TASK ▸ Return every line below exactly, without dropping any.

Records from a data source:
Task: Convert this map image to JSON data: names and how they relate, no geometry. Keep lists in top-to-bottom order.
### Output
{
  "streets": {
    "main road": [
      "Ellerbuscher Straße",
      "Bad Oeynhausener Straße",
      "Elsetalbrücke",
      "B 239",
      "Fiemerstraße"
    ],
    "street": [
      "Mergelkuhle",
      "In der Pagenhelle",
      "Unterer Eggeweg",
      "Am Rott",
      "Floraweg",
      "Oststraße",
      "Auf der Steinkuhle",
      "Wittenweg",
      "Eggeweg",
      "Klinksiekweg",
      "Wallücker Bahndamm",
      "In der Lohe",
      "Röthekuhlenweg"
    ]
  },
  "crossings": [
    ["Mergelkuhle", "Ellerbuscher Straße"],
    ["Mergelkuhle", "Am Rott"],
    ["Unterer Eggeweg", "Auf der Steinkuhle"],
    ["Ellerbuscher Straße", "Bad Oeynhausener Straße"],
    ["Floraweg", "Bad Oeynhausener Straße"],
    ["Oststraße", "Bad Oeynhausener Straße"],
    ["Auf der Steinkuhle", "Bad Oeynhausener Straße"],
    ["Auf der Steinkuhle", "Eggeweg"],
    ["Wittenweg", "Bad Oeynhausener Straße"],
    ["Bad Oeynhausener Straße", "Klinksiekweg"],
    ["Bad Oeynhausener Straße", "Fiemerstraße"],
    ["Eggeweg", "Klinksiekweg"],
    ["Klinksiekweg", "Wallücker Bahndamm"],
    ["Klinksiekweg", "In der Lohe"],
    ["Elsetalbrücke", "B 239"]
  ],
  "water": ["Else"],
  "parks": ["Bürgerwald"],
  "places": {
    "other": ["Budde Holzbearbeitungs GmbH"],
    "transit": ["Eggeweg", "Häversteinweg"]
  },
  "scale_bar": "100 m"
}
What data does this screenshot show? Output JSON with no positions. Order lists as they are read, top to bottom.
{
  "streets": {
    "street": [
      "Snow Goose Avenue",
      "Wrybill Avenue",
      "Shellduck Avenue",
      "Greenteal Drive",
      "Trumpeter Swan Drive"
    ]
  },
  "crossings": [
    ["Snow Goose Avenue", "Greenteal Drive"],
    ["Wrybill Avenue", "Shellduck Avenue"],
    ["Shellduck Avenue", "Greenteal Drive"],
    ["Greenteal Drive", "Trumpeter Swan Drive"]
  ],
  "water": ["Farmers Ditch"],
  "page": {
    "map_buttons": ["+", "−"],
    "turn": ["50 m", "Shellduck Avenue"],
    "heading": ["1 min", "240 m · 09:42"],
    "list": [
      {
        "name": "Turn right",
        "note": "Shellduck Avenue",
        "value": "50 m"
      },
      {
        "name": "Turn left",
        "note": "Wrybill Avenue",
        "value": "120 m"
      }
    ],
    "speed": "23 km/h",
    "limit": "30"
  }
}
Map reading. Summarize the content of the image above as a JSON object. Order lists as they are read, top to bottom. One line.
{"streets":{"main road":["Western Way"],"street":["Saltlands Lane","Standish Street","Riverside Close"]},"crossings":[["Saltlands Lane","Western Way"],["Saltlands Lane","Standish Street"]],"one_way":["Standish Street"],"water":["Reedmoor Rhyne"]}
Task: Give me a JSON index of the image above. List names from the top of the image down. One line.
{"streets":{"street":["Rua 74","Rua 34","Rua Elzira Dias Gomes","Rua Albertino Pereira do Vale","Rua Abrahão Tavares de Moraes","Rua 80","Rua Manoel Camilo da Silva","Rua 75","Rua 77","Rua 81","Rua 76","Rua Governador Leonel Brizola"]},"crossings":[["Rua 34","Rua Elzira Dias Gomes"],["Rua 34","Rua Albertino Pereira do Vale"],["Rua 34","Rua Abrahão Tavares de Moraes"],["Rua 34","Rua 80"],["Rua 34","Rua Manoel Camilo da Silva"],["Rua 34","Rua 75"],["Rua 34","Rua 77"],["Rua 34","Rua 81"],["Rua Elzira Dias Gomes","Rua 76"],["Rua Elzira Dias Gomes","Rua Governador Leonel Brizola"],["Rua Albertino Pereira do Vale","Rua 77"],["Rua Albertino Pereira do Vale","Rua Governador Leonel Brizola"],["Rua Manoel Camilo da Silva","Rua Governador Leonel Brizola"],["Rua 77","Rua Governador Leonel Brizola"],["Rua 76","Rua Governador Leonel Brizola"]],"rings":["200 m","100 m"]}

TASK OUTPUT ▸
Task: Convert this map image to JSON data: names and how they relate, no geometry. Keep lists in top-to-bottom order.
### Output
{
  "streets": {
    "main road": [
      "Ellerbuscher Straße",
      "Bad Oeynhausener Straße",
      "Elsetalbrücke",
      "B 239",
      "Fiemerstraße"
    ],
    "street": [
      "Mergelkuhle",
      "In der Pagenhelle",
      "Unterer Eggeweg",
      "Am Rott",
      "Floraweg",
      "Oststraße",
      "Auf der Steinkuhle",
      "Wittenweg",
      "Eggeweg",
      "Klinksiekweg",
      "Wallücker Bahndamm",
      "In der Lohe",
      "Röthekuhlenweg"
    ]
  },
  "crossings": [
    ["Mergelkuhle", "Ellerbuscher Straße"],
    ["Mergelkuhle", "Am Rott"],
    ["Unterer Eggeweg", "Auf der Steinkuhle"],
    ["Ellerbuscher Straße", "Bad Oeynhausener Straße"],
    ["Floraweg", "Bad Oeynhausener Straße"],
    ["Oststraße", "Bad Oeynhausener Straße"],
    ["Auf der Steinkuhle", "Bad Oeynhausener Straße"],
    ["Auf der Steinkuhle", "Eggeweg"],
    ["Wittenweg", "Bad Oeynhausener Straße"],
    ["Bad Oeynhausener Straße", "Klinksiekweg"],
    ["Bad Oeynhausener Straße", "Fiemerstraße"],
    ["Eggeweg", "Klinksiekweg"],
    ["Klinksiekweg", "Wallücker Bahndamm"],
    ["Klinksiekweg", "In der Lohe"],
    ["Elsetalbrücke", "B 239"]
  ],
  "water": ["Else"],
  "parks": ["Bürgerwald"],
  "places": {
    "other": ["Budde Holzbearbeitungs GmbH"],
    "transit": ["Eggeweg", "Häversteinweg"]
  },
  "scale_bar": "100 m"
}
What data does this screenshot show? Output JSON with no positions. Order lists as they are read, top to bottom.
{
  "streets": {
    "street": [
      "Snow Goose Avenue",
      "Wrybill Avenue",
      "Shellduck Avenue",
      "Greenteal Drive",
      "Trumpeter Swan Drive"
    ]
  },
  "crossings": [
    ["Snow Goose Avenue", "Greenteal Drive"],
    ["Wrybill Avenue", "Shellduck Avenue"],
    ["Shellduck Avenue", "Greenteal Drive"],
    ["Greenteal Drive", "Trumpeter Swan Drive"]
  ],
  "water": ["Farmers Ditch"],
  "page": {
    "map_buttons": ["+", "−"],
    "turn": ["50 m", "Shellduck Avenue"],
    "heading": ["1 min", "240 m · 09:42"],
    "list": [
      {
        "name": "Turn right",
        "note": "Shellduck Avenue",
        "value": "50 m"
      },
      {
        "name": "Turn left",
        "note": "Wrybill Avenue",
        "value": "120 m"
      }
    ],
    "speed": "23 km/h",
    "limit": "30"
  }
}
Map reading. Summarize the content of the image above as a JSON object. Order lists as they are read, top to bottom. One line.
{"streets":{"main road":["Western Way"],"street":["Saltlands Lane","Standish Street","Riverside Close"]},"crossings":[["Saltlands Lane","Western Way"],["Saltlands Lane","Standish Street"]],"one_way":["Standish Street"],"water":["Reedmoor Rhyne"]}
Task: Give me a JSON index of the image above. List names from the top of the image down. One line.
{"streets":{"street":["Rua 74","Rua 34","Rua Elzira Dias Gomes","Rua Albertino Pereira do Vale","Rua Abrahão Tavares de Moraes","Rua 80","Rua Manoel Camilo da Silva","Rua 75","Rua 77","Rua 81","Rua 76","Rua Governador Leonel Brizola"]},"crossings":[["Rua 34","Rua Elzira Dias Gomes"],["Rua 34","Rua Albertino Pereira do Vale"],["Rua 34","Rua Abrahão Tavares de Moraes"],["Rua 34","Rua 80"],["Rua 34","Rua Manoel Camilo da Silva"],["Rua 34","Rua 75"],["Rua 34","Rua 77"],["Rua 34","Rua 81"],["Rua Elzira Dias Gomes","Rua 76"],["Rua Elzira Dias Gomes","Rua Governador Leonel Brizola"],["Rua Albertino Pereira do Vale","Rua 77"],["Rua Albertino Pereira do Vale","Rua Governador Leonel Brizola"],["Rua Manoel Camilo da Silva","Rua Governador Leonel Brizola"],["Rua 77","Rua Governador Leonel Brizola"],["Rua 76","Rua Governador Leonel Brizola"]],"rings":["200 m","100 m"]}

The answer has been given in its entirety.